Being from Queens, growing up immersed in the infant stages of this explosive hip-hop culture, it was natural for me to write a piece celebrating the life of JMJ, the unlimited boundaries of his musical influence, and how his mere presence symbolized a brighter future for any young African-American kid with a dream and drive. Living in Queens gave you direct access to those larger than life stars plastered on the walls of my bedroom. You might see them at the barbershop with their Pathfinder parked outside. Or the fish spot posted up by their 5-series Beamer.

Run DMC was the first mega act I saw in concert at Brooklyn’s Beacon Theatre back in 1986. My aunt took me to a show featuring them, New Edition and Shannon. And thanks to dudes like JMJ, superstardom was a realistic aspiration in Jamaica, Queens. But love for him wasn’t just an around the way thing. Back in the 80s, for kids in places like McCook, Nebraska, Des Moines, Iowa and Jackson, Mississippi; guys like JMJ were superheroes, with images in magazines and on TV screens. His adoration nationwide was massive, but nothing like the love he gets back home.

Queens, NY is one of the original breeding grounds of hip-hop. Its infectious sound penetrates human souls and conquers barriers all over the world. Throughout its history, DJ’s and rappers from the Queens area range in prominence from up-and-coming newbies to legendary pioneers of the game, like Run DMC and Jam Master Jay.

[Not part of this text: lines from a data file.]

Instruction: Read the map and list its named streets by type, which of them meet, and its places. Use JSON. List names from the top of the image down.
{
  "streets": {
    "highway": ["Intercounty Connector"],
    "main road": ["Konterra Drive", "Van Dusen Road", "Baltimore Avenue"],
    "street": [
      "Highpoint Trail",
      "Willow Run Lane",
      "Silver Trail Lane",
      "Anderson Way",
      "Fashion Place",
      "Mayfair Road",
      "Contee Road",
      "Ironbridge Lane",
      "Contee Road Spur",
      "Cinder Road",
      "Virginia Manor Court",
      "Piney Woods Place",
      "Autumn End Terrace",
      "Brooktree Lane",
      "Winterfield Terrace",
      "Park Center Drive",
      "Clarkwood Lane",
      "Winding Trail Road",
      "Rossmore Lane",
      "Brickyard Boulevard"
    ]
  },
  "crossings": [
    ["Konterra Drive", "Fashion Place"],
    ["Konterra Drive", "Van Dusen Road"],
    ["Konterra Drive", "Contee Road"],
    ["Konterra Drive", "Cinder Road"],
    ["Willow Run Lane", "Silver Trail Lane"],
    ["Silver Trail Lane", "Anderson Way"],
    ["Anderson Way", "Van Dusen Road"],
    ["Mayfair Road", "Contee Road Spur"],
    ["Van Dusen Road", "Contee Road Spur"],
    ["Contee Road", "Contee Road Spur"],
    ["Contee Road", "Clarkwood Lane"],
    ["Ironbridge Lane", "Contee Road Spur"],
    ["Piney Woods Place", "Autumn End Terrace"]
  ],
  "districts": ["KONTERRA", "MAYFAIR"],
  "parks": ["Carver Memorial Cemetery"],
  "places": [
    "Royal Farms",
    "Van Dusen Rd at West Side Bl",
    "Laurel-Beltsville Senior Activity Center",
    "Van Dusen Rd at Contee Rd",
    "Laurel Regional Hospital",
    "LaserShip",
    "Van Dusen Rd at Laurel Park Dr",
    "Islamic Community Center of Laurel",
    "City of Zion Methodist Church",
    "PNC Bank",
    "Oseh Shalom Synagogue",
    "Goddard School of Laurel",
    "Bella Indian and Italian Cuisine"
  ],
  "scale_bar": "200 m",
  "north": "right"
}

Although JMJ was born in Brooklyn, he moved to Hollis at the age of 10. Adopted as one of Queens’ own, by 13 he was talented enough to DJ on live party sets. And as fate would have it, JMJ met Joseph “Run” Simmons and Darryl “D.M.C.” McDaniels after they graduated high school. He agreed to DJ for them because he wanted to be down with a band, any band that could utilize his ability to play various instruments. But he wasn’t just a formidable third leg. In the 2008 documentary 2 Turntables and a Microphone, hip-hop mogul Russell Simmons calls him, “The leader of Run DMC and the Hollis crew.”